[Exercise aim] Extract all of the entries and set them down verbatim.

(Collected data entries)
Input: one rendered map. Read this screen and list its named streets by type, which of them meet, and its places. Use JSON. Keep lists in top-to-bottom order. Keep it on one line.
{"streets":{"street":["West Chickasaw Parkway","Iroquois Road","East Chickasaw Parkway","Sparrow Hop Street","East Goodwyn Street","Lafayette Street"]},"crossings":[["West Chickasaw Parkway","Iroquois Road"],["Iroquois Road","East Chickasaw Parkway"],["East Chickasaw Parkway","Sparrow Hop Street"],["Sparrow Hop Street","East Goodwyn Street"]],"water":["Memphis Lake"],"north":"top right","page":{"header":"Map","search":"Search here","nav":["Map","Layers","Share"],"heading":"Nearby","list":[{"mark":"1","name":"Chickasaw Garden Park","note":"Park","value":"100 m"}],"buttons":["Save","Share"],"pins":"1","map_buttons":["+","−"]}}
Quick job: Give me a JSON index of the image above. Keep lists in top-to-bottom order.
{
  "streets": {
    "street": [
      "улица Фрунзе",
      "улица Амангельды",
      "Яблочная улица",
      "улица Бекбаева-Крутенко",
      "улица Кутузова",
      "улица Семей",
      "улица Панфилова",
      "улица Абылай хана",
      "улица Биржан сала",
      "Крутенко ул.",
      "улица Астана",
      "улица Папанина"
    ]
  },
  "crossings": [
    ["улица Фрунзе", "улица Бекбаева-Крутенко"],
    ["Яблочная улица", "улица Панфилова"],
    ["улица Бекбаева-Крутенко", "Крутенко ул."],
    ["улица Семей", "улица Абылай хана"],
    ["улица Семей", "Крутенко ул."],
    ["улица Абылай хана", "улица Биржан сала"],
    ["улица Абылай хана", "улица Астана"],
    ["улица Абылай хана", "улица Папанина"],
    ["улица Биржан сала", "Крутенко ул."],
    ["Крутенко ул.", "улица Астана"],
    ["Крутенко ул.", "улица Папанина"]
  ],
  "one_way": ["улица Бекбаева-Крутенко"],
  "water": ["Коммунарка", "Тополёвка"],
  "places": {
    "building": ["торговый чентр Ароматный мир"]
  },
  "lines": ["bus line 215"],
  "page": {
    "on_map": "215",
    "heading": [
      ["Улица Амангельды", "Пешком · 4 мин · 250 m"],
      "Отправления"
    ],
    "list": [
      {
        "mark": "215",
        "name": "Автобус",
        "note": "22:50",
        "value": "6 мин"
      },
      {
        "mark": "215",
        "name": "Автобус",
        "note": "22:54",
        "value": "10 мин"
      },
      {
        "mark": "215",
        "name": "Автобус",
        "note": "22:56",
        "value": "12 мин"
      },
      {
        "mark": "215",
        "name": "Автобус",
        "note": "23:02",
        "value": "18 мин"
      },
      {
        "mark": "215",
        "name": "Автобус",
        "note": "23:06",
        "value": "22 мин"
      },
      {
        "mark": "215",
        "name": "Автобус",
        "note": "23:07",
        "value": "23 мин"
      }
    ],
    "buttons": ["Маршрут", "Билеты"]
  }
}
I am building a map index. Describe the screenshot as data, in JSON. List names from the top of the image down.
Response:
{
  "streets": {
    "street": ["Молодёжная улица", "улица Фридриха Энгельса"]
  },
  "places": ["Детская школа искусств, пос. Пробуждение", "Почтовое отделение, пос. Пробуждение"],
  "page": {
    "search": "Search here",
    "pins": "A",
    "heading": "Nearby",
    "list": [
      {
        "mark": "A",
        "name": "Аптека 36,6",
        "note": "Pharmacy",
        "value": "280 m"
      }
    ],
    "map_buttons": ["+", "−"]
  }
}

[Solution for this task]
Input: one rendered map. Read this screen and list its named streets by type, which of them meet, and its places. Use JSON. Keep lists in top-to-bottom order. Keep it on one line.
{"streets":{"street":["West Chickasaw Parkway","Iroquois Road","East Chickasaw Parkway","Sparrow Hop Street","East Goodwyn Street","Lafayette Street"]},"crossings":[["West Chickasaw Parkway","Iroquois Road"],["Iroquois Road","East Chickasaw Parkway"],["East Chickasaw Parkway","Sparrow Hop Street"],["Sparrow Hop Street","East Goodwyn Street"]],"water":["Memphis Lake"],"north":"top right","page":{"header":"Map","search":"Search here","nav":["Map","Layers","Share"],"heading":"Nearby","list":[{"mark":"1","name":"Chickasaw Garden Park","note":"Park","value":"100 m"}],"buttons":["Save","Share"],"pins":"1","map_buttons":["+","−"]}}
Quick job: Give me a JSON index of the image above. Keep lists in top-to-bottom order.
{
  "streets": {
    "street": [
      "улица Фрунзе",
      "улица Амангельды",
      "Яблочная улица",
      "улица Бекбаева-Крутенко",
      "улица Кутузова",
      "улица Семей",
      "улица Панфилова",
      "улица Абылай хана",
      "улица Биржан сала",
      "Крутенко ул.",
      "улица Астана",
      "улица Папанина"
    ]
  },
  "crossings": [
    ["улица Фрунзе", "улица Бекбаева-Крутенко"],
    ["Яблочная улица", "улица Панфилова"],
    ["улица Бекбаева-Крутенко", "Крутенко ул."],
    ["улица Семей", "улица Абылай хана"],
    ["улица Семей", "Крутенко ул."],
    ["улица Абылай хана", "улица Биржан сала"],
    ["улица Абылай хана", "улица Астана"],
    ["улица Абылай хана", "улица Папанина"],
    ["улица Биржан сала", "Крутенко ул."],
    ["Крутенко ул.", "улица Астана"],
    ["Крутенко ул.", "улица Папанина"]
  ],
  "one_way": ["улица Бекбаева-Крутенко"],
  "water": ["Коммунарка", "Тополёвка"],
  "places": {
    "building": ["торговый чентр Ароматный мир"]
  },
  "lines": ["bus line 215"],
  "page": {
    "on_map": "215",
    "heading": [
      ["Улица Амангельды", "Пешком · 4 мин · 250 m"],
      "Отправления"
    ],
    "list": [
      {
        "mark": "215",
        "name": "Автобус",
        "note": "22:50",
        "value": "6 мин"
      },
      {
        "mark": "215",
        "name": "Автобус",
        "note": "22:54",
        "value": "10 мин"
      },
      {
        "mark": "215",
        "name": "Автобус",
        "note": "22:56",
        "value": "12 мин"
      },
      {
        "mark": "215",
        "name": "Автобус",
        "note": "23:02",
        "value": "18 мин"
      },
      {
        "mark": "215",
        "name": "Автобус",
        "note": "23:06",
        "value": "22 мин"
      },
      {
        "mark": "215",
        "name": "Автобус",
        "note": "23:07",
        "value": "23 мин"
      }
    ],
    "buttons": ["Маршрут", "Билеты"]
  }
}
I am building a map index. Describe the screenshot as data, in JSON. List names from the top of the image down.
Response:
{
  "streets": {
    "street": ["Молодёжная улица", "улица Фридриха Энгельса"]
  },
  "places": ["Детская школа искусств, пос. Пробуждение", "Почтовое отделение, пос. Пробуждение"],
  "page": {
    "search": "Search here",
    "pins": "A",
    "heading": "Nearby",
    "list": [
      {
        "mark": "A",
        "name": "Аптека 36,6",
        "note": "Pharmacy",
        "value": "280 m"
      }
    ],
    "map_buttons": ["+", "−"]
  }
}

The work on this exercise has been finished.